> Source records:
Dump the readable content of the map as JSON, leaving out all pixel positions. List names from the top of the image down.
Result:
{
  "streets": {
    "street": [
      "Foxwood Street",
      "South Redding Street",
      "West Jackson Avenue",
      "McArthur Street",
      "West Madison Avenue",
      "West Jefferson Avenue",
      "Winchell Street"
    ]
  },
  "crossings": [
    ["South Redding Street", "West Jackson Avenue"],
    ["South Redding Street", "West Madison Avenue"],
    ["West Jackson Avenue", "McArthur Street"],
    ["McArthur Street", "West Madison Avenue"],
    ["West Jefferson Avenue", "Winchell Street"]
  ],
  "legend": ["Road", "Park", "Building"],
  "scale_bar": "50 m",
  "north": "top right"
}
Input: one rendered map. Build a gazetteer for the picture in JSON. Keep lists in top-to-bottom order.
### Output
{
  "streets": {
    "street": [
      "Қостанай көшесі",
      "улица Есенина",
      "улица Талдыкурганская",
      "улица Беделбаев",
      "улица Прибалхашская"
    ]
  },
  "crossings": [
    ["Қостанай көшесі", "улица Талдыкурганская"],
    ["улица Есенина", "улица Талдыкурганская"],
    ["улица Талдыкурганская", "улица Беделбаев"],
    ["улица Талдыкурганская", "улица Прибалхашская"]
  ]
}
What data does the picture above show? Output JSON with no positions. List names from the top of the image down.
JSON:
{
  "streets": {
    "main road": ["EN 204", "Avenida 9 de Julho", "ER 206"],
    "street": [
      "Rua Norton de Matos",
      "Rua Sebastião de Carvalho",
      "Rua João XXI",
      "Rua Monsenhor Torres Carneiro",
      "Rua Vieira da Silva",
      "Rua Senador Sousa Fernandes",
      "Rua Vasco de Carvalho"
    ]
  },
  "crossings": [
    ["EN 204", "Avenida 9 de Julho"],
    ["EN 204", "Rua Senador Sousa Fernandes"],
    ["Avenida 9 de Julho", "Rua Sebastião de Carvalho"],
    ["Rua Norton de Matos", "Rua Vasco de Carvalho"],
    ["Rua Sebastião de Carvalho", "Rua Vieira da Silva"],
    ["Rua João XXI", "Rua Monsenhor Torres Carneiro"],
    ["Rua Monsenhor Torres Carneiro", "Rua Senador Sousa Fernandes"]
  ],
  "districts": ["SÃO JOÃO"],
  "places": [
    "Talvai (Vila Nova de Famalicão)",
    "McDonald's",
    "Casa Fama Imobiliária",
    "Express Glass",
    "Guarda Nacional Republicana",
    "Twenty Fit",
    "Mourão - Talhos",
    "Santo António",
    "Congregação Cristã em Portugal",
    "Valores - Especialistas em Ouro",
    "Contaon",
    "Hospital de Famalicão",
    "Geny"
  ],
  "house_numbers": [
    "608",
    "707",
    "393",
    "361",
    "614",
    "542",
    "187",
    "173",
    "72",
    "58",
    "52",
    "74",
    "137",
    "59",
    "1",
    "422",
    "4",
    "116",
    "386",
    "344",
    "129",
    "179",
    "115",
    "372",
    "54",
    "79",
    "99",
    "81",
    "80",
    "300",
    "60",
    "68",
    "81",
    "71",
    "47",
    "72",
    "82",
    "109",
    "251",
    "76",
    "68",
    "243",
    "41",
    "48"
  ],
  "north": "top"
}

> Exercise prompt: In the entries above, one line contains "Input: one rendered" and another contains "What data does". Reproduce exactly those two lines and the lines between them, nothing else.

> Answer area:
Input: one rendered map. Build a gazetteer for the picture in JSON. Keep lists in top-to-bottom order.
### Output
{
  "streets": {
    "street": [
      "Қостанай көшесі",
      "улица Есенина",
      "улица Талдыкурганская",
      "улица Беделбаев",
      "улица Прибалхашская"
    ]
  },
  "crossings": [
    ["Қостанай көшесі", "улица Талдыкурганская"],
    ["улица Есенина", "улица Талдыкурганская"],
    ["улица Талдыкурганская", "улица Беделбаев"],
    ["улица Талдыкурганская", "улица Прибалхашская"]
  ]
}
What data does the picture above show? Output JSON with no positions. List names from the top of the image down.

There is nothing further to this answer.